Dataset content:
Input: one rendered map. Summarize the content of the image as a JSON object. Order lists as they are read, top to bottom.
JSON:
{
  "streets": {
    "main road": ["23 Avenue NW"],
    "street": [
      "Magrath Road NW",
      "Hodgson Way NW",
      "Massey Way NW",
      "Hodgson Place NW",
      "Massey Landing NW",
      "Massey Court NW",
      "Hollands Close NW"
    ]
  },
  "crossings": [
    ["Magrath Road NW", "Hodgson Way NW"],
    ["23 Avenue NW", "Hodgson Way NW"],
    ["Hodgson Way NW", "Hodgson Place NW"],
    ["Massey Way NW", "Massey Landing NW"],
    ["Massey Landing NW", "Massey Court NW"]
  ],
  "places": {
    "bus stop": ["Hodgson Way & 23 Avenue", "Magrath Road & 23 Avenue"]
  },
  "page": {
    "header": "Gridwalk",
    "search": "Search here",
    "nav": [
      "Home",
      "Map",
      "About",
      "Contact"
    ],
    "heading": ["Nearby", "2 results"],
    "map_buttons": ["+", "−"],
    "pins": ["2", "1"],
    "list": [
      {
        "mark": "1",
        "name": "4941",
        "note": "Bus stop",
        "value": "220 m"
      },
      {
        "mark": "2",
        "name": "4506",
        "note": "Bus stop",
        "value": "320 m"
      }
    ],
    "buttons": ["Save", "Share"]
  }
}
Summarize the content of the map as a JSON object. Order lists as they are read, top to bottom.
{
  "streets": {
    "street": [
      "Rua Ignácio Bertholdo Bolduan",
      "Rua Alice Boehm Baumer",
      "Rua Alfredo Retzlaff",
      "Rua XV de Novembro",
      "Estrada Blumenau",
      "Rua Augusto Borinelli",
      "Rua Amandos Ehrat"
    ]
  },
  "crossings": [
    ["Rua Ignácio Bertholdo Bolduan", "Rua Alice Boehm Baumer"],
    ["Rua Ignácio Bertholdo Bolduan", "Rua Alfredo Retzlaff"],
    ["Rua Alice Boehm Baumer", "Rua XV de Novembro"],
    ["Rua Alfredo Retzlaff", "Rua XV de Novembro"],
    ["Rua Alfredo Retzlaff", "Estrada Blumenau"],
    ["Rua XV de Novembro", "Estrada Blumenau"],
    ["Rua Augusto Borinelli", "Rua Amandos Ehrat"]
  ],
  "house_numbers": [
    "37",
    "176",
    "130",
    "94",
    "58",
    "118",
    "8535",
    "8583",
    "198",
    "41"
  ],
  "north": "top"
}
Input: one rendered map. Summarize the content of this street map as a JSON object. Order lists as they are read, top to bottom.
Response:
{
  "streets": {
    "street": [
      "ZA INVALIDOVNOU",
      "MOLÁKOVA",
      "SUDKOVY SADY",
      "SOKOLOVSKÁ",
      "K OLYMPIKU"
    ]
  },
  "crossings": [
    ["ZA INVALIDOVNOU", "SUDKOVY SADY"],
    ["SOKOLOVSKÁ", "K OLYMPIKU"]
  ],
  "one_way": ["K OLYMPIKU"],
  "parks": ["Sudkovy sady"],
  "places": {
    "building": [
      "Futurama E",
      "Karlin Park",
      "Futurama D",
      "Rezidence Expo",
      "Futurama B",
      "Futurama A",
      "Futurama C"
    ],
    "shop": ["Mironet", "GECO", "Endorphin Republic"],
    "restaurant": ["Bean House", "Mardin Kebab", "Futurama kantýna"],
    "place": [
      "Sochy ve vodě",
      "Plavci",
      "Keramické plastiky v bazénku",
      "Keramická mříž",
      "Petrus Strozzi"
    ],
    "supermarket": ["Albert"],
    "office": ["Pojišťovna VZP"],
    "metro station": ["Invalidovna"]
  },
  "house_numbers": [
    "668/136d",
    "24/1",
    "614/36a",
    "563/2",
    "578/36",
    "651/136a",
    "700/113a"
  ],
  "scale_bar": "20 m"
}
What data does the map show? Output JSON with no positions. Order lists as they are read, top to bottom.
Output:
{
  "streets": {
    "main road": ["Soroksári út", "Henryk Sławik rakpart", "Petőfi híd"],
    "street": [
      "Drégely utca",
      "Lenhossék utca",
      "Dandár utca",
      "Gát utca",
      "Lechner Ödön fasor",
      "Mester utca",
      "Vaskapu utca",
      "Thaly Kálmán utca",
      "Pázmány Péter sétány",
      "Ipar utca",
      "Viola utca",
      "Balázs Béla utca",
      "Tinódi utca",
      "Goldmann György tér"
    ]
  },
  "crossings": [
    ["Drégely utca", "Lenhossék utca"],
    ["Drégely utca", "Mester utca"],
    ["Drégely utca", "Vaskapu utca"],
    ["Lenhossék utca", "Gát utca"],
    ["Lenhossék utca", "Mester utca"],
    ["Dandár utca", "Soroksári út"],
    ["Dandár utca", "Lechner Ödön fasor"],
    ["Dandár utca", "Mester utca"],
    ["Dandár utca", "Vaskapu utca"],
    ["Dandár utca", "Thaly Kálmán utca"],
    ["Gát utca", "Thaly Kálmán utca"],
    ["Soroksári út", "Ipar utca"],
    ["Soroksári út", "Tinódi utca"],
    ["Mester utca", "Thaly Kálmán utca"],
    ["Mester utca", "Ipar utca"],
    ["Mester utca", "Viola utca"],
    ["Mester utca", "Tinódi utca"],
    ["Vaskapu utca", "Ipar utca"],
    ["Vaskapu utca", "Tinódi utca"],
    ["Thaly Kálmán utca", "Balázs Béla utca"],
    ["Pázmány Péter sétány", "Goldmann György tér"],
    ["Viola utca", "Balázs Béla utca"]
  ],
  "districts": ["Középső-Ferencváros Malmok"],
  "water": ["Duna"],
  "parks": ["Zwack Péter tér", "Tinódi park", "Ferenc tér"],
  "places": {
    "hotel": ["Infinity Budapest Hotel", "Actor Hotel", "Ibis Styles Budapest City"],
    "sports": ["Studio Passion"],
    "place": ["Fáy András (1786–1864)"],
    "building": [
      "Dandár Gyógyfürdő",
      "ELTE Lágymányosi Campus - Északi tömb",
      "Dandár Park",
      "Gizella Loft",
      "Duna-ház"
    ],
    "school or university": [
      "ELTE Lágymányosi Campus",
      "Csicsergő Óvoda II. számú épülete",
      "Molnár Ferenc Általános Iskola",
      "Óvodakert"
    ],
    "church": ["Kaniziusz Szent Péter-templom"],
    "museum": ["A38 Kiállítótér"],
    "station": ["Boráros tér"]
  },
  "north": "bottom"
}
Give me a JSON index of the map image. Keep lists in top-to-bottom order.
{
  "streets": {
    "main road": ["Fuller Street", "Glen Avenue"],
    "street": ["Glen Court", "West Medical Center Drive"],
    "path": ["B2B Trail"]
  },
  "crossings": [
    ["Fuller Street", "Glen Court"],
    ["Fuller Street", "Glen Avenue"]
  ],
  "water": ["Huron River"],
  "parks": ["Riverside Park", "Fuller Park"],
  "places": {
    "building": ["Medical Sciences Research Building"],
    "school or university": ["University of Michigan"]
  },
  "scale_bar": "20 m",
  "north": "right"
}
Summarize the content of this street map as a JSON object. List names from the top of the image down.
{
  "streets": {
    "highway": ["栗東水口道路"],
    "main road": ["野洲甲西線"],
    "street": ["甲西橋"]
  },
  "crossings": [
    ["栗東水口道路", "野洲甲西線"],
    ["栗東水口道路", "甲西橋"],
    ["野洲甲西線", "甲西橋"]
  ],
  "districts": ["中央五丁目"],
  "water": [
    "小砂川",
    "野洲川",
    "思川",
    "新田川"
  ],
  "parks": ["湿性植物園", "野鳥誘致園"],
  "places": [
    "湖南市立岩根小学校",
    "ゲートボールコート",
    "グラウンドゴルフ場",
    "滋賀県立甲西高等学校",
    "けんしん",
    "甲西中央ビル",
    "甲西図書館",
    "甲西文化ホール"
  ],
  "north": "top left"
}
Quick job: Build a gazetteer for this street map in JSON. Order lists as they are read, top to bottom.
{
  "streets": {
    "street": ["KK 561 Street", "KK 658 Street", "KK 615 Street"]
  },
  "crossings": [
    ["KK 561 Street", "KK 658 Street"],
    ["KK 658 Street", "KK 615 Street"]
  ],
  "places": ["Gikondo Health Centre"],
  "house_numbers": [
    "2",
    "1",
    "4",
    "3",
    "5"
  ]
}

Activity: State how many lines in the listing above contain "INVALIDOVNOU". Nothing else is needed.

Answer box: 2